Review: Tell It Like a Woman

This omnibus of shorts, all written and directed by women of different nationalities and centered on the unique problems that women face in the world, is predictably earnest in a kind of European way (the production is mostly Italian), but one stands out for its almost banal simplicity of purpose. Mipo O’s “A Week in My Life” focuses on a Tokyo apartment headed by a single mother (Anne Watanabe) raising two very young children.

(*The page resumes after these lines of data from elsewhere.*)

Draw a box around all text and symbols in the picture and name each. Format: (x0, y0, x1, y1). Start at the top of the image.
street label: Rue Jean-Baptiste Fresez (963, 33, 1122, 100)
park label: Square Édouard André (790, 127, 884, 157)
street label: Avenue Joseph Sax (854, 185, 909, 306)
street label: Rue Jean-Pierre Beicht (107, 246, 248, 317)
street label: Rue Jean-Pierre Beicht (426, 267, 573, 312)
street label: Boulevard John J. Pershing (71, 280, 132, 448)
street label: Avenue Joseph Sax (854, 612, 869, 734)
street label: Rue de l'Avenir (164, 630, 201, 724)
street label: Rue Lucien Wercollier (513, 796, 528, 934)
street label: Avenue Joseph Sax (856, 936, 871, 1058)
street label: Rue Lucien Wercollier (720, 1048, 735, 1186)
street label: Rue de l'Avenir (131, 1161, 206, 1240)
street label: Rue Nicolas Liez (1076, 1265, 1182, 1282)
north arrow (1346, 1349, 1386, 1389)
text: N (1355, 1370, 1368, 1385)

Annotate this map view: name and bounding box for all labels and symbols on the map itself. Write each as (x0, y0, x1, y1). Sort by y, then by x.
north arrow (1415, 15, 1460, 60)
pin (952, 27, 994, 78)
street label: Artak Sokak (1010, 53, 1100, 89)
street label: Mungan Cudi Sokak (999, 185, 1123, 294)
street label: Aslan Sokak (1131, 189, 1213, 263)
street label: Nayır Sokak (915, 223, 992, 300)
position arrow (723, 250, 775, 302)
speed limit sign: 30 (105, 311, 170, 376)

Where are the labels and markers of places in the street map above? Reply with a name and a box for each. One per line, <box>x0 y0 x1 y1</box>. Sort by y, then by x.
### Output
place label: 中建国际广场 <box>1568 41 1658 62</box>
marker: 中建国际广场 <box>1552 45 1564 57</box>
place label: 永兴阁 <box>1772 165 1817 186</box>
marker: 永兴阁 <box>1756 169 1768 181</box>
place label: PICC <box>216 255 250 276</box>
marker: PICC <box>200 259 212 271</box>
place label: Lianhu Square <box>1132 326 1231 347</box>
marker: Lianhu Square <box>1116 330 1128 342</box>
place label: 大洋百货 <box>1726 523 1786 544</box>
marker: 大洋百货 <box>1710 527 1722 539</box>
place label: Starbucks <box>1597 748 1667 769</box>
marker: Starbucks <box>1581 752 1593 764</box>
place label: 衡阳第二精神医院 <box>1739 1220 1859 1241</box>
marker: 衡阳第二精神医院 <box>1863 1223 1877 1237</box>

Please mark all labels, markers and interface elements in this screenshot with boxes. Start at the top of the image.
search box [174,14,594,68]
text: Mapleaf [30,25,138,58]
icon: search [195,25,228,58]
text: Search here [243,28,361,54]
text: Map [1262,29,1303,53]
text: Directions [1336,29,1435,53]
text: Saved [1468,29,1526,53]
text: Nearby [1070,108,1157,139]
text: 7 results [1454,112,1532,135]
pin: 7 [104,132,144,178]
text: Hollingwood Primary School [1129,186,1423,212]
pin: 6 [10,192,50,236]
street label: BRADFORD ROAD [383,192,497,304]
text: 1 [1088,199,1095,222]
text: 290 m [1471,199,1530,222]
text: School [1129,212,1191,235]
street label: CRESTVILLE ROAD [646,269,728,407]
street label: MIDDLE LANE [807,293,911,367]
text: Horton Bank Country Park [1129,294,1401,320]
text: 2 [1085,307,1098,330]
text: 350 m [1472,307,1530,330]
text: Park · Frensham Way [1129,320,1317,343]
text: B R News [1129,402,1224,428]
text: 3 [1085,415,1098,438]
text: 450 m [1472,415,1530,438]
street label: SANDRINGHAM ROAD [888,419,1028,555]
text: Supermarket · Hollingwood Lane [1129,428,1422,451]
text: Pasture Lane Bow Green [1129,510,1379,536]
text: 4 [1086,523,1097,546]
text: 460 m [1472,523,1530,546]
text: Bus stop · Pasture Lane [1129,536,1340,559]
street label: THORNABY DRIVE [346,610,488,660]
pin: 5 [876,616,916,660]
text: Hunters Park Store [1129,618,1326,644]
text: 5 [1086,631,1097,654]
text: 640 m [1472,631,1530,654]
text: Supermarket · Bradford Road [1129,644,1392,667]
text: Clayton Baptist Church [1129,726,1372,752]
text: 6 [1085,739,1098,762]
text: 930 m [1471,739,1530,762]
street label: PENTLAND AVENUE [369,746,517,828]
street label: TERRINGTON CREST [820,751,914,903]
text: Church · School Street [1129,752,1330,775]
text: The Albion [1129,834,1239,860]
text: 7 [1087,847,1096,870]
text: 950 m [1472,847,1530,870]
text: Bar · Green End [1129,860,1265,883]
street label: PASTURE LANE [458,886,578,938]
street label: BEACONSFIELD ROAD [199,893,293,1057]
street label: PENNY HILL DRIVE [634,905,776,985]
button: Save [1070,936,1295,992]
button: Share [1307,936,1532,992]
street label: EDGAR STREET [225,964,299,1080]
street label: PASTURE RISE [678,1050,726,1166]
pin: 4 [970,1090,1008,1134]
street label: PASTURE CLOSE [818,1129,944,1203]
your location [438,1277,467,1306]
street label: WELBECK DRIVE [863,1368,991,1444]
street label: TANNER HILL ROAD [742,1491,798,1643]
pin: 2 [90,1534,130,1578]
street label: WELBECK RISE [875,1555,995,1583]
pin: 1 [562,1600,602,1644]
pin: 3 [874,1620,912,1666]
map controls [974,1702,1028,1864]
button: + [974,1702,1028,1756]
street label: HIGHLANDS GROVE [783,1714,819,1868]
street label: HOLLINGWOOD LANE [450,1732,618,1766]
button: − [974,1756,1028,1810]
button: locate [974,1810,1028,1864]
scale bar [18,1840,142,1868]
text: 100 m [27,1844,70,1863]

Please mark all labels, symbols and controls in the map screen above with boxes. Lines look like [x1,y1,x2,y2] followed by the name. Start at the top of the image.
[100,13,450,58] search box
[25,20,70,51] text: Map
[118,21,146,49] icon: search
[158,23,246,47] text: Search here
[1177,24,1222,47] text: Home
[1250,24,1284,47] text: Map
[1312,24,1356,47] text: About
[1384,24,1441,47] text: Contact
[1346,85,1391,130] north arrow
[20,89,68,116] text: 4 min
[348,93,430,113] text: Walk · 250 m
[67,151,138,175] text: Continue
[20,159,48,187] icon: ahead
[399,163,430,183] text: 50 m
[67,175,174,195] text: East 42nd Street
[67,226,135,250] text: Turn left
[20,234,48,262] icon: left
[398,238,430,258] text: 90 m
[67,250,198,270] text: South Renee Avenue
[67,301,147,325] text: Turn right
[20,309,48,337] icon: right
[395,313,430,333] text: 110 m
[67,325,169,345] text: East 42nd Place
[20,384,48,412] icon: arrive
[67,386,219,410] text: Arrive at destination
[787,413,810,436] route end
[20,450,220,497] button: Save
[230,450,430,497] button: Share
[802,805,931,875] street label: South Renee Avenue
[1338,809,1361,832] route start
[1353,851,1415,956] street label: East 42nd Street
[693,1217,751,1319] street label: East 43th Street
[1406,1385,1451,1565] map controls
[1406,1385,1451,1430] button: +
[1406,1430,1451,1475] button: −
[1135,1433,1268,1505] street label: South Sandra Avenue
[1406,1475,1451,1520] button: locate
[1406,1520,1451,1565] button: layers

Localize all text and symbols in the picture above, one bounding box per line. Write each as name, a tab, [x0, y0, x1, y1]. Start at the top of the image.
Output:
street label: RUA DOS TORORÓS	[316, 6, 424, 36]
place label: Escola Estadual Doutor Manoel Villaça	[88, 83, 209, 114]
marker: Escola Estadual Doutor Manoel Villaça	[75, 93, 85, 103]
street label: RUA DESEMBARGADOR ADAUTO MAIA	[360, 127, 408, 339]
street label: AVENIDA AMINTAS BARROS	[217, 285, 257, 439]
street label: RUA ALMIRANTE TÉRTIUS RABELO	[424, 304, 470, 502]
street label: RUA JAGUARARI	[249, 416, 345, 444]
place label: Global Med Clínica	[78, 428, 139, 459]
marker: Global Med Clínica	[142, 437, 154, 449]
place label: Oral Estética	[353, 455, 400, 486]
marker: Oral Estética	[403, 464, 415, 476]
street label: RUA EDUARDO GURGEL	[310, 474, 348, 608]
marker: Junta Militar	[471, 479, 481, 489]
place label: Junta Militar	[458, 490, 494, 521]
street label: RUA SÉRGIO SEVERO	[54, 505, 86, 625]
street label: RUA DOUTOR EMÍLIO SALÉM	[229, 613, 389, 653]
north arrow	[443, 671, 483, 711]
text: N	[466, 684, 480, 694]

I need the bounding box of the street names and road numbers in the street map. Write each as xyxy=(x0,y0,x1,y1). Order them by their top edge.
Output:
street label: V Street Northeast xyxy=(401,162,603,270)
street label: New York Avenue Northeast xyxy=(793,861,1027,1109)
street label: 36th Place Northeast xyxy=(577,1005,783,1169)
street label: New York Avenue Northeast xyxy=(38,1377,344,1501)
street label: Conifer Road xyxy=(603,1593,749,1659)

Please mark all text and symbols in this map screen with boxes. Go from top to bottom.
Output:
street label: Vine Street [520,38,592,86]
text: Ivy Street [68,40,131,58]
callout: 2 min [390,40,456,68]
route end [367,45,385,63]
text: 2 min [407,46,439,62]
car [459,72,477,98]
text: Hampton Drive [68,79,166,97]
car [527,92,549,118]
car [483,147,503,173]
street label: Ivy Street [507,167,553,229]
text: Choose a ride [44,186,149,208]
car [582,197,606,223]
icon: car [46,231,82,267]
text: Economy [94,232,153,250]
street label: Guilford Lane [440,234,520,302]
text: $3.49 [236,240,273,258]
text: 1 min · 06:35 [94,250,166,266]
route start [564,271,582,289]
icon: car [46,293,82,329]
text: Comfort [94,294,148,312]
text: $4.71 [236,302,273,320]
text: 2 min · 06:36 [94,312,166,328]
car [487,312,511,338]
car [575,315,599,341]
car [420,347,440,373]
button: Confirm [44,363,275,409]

It shows her routine—getting up at the crack of dawn, fixing breakfast and bentos, getting her older kid off to kindergarten and then biking her younger one to daycare so she can put in an almost full day of work at a prepared food establishment; then returning to pick up her kids, fix them dinner, help them with their homework, and, if she’s lucky (the 15-minute film does, miraculously, encompass a whole week), taking care of her own needs after putting her kids to bed. There’s no mention of a man or extended family; no complaining about her lot in life; not even anything really approaching “drama,” except maybe suspense over whether she’ll get out the door in time.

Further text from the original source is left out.